Opening my eyes required deliberate effort. When I did, I knew the room was part of an old farmhouse. I’m not sure why, except that it reminded me powerfully of where Dorothy woke up at the end of The Wizard of Oz. It even had checked curtains, open to the sun.

I was lying in a narrow bed between smooth, thick sheets. I’d been undressed, washed, and bandaged; probably several times by now, I realized. That made me uncomfortable, but I was too exhausted even to twitch.

I turned my head a little, and met the inquiring gaze of another person. He was built like a block of red sandstone, not particularly tall but wonderfully square. His hair was black and white in equal measure, and his broad red-brown face was lined on the forehead, at the corners of his eyes, in two brackets around his wide mouth. He wore a faded cotton shirt rolled up to the elbows and faded trousers. “Are you really awake,” he said in a voice surprisingly light for the shape of him, “or are you still out walking?”

I opened my mouth, but nothing came out.

“No, you’re back. Probably not for long, which you shouldn’t worry about. I’m Josh Marten, head people doctor around here. Sherrea said I should tell you right away that she’s here, and your friends Theo and Frances as well, and that they’re safe.”

I closed my eyes in relief, because I’d just begun to wonder, and didn’t think I had the strength to make the words.

He crossed the room and laid a hand on my forehead. But it was a cool, dry hand, and I was too tired to mind. He took my pulse at my throat. “I think you’re done making me work so hard. Answers to other questions I’ll bet you have: You’ve been here three days. None of the damage was permanent, thanks to me. And this is about the best you’ll feel for a while, because when your painkillers wear off, I’m going to stop giving them to you during the day. You’re going to hate that, but it’s better than making an opium fiend of you. Now, go back to sleep.”

I closed my eyes and slid out from under the burden of thought.

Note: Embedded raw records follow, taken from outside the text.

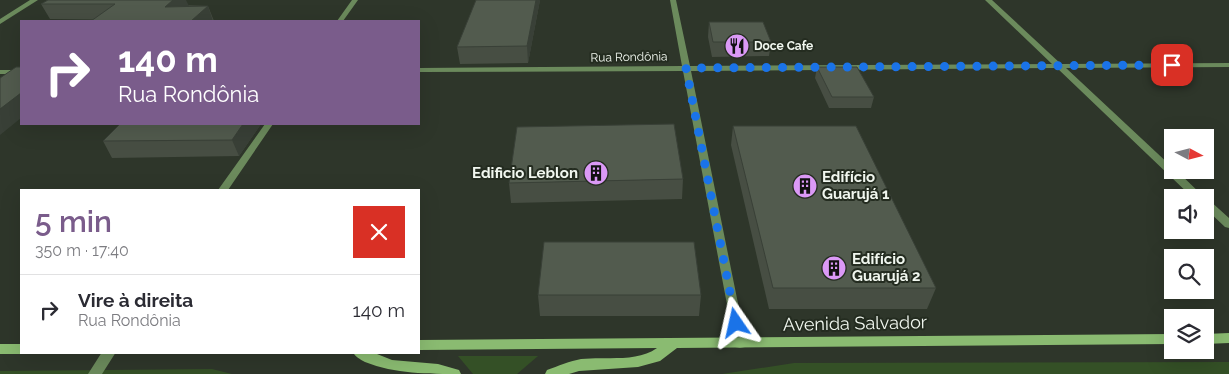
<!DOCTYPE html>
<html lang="pt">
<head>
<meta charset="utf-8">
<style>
  body { margin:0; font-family:Raleway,sans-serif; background:#f7f7f7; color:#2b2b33; height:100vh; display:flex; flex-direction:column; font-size:19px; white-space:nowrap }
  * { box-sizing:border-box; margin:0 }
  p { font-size:16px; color:#7c7c81 }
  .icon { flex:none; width:28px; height:28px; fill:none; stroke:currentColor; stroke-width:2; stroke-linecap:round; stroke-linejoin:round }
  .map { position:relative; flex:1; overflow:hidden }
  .drawer { position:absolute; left:20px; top:189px; width:400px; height:165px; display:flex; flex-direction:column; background:#fff; border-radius:0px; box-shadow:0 5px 20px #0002 }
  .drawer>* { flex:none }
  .guide { position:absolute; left:20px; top:20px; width:400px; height:105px; border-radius:0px; box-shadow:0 5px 20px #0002; background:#7a5c8b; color:#fff; overflow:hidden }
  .needle { width:32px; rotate:97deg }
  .buttons { position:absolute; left:1164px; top:129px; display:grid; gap:10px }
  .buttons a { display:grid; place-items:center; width:50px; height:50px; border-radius:0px; background:#fff; box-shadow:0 5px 20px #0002; font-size:25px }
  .pin { position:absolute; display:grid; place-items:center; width:42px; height:42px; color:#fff; margin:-21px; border-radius:10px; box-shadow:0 2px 8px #0006 }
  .me { position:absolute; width:55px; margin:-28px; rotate:349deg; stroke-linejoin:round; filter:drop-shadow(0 0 4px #0008) }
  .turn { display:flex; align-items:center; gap:18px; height:105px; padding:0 15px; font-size:22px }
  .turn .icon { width:65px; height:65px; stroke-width:2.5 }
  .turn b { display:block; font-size:35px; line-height:42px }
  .round { display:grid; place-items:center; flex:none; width:52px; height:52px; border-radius:0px; background:#f7f7f7 }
  .headline { display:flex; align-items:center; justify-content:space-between; height:85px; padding:0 15px }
  h1 { font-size:30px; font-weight:600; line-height:38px; color:#7a5c8b }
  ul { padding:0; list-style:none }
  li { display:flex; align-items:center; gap:15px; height:70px; padding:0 15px; border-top:1px solid #e1e1e2 }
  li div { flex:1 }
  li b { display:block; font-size:19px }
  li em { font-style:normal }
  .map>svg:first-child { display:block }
</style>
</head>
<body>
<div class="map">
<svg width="1229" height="374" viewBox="0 0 1229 374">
  <rect width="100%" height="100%" fill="#2e362a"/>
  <path fill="#345026" d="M458 356H538L517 374H473Z
    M1229 362V374H722L794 363Z
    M212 369 232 374H0V371Z"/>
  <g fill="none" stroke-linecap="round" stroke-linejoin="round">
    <path fill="#6b8a5c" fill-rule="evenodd" d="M30 0H38L0 24V19Z
      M352 0H358L343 21H337Z
      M670 0H676L690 66 1052 64 985 0H992L1061 64 1229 63V67L1066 68 1172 167V170H1176L1205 198H1193L1057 68 691 71 746 343 745 347 740 348 735 347 683 71 419 72V68L682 66Z
      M0 70H21V74H0Z
      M265 124H273L228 190H218Z
      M1205 199 1209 200 1229 218V228L1225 227 1205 208Z
      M102 352H116L102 374H88Z"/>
    <path fill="#8abb71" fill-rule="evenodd" d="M1229 333V343L1205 344V334Z
      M1172 334V344L677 348 660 361 638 367 579 371 569 374H545L547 370C558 366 570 361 581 359 606 356 636 363 657 348L419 350V340Z
      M0 344H21V352H26L21 354H0Z
      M353 352H372L392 360 438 364 459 370 461 374C428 374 395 374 365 362 360 359 355 357 353 352Z"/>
  </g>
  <path fill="#474e43" d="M48 0 208 6 214 21 50 19 41 4Z
    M540 0 528 63 460 64 457 47Z
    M709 22 771 42 769 56 712 57 708 37Z
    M817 67 874 97 871 108H829L815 78Z
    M120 124H261L239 156 112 158 103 141Z
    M733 126 936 288 927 309H769L731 145Z
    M683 179 682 199 511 203 509 183Z
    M538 295H701L699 316H540Z"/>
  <path fill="#394037" d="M164 0H186L189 6 165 7Z
    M536 0H540L528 63 527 46Z
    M208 6 213 21H191Z
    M21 93V118L0 135V109Z
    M243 124H261L239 156 232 140Z"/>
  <path fill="#525b4e" stroke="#394037" d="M48 0H173L165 7 208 6 191 21H91L115 4H41Z
    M476 0H536L527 46 457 47Z
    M709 22H763L771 42H713Z
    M16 67H21V93L0 109V78Z
    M817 67H857L874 97H832Z
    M120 124H243L232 140 103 141Z
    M674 124 683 179 509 183 517 127Z
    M733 126H856L936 288H773Z
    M544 242H694L701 295H538Z"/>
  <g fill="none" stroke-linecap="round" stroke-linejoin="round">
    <path stroke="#1a73e8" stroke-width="9" stroke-dasharray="0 16.2" d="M736 323 686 68 1172 65"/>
  </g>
  <defs>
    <symbol id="restaurant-disc" viewBox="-11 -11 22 22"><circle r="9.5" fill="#db99f6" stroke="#242c20"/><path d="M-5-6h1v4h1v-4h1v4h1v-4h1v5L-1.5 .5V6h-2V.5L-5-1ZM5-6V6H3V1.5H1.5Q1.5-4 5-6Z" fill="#111"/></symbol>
    <symbol id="building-disc" viewBox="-11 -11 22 22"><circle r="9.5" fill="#db99f6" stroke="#242c20"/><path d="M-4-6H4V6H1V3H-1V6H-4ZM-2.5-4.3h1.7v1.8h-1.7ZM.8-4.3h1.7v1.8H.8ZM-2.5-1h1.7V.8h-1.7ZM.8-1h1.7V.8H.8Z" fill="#111"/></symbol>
  </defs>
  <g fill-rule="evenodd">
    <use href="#restaurant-disc" x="723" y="32" width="28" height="28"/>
    <use href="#building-disc" x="582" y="159" width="28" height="28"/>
    <use href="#building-disc" x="791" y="172" width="28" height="28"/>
    <use href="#building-disc" x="820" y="254" width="28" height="28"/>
  </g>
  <g text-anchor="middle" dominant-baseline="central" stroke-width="4" stroke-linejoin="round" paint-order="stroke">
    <g font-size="12" font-weight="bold" fill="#f1f7ef" stroke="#242c20" text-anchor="start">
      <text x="754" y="46">Doce Cafe</text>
    </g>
    <g font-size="12" fill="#f1f7ef" stroke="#242c20">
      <text transform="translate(629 57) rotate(-1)">Rua Rondônia</text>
    </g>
    <g font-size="15" font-weight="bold" fill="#f1f7ef" stroke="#242c20" text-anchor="start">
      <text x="578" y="173" text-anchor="end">Edificio Leblon</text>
      <text x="822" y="177">Edifício<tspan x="822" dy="17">Guarujá 1</tspan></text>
      <text x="852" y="259">Edifício<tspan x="852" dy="17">Guarujá 2</tspan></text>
    </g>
    <g font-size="18" fill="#f1f7ef" stroke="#242c20">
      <text transform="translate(855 323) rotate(-1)">Avenida Salvador</text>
    </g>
  </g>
</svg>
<div class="buttons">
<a><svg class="needle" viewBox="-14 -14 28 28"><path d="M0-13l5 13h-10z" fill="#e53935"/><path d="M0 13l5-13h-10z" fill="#7c7c81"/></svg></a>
<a><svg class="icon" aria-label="sound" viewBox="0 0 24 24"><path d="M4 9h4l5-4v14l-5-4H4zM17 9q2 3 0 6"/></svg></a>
<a><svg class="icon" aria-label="search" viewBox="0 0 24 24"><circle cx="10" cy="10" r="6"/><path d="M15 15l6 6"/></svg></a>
<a><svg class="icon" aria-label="layers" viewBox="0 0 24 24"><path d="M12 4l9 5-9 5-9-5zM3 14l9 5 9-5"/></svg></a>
</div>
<div class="pin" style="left:1172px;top:65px;background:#d93025"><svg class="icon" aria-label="arrive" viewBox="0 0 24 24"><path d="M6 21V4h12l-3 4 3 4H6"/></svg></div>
<svg class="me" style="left:736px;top:323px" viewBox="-20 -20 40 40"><path d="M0-17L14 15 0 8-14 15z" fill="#1a73e8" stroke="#fff" stroke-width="4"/></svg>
<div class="guide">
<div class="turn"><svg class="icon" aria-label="right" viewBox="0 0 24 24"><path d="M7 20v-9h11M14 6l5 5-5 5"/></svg><div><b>140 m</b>Rua Rondônia</div></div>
</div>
<section class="drawer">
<div class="headline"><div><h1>5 min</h1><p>350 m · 17:40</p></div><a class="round" style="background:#d93025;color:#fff"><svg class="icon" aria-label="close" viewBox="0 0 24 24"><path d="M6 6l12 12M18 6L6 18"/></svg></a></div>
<ul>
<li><svg class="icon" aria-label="right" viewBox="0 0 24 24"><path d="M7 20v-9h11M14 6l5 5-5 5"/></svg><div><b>Vire à direita</b><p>Rua Rondônia</p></div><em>140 m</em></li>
</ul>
</section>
</div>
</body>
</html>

When I woke again, there was a battered upholstered chair pulled up to the foot of the bed, with Frances in it. Her feet were up on the seat cushion, jammed against one arm, and her knees were propped on the other. Her head tilted sideways against the chair back. She was sleeping. The crescent moons of her eyelashes, under her straight black brows, looked like obscure mathematical symbols. Her mouth was closed and severe even now. One hand was curled around her ankles; the other arm trailed over the side of the chair to brush the floor. I was willing to bet her feet had gone to sleep.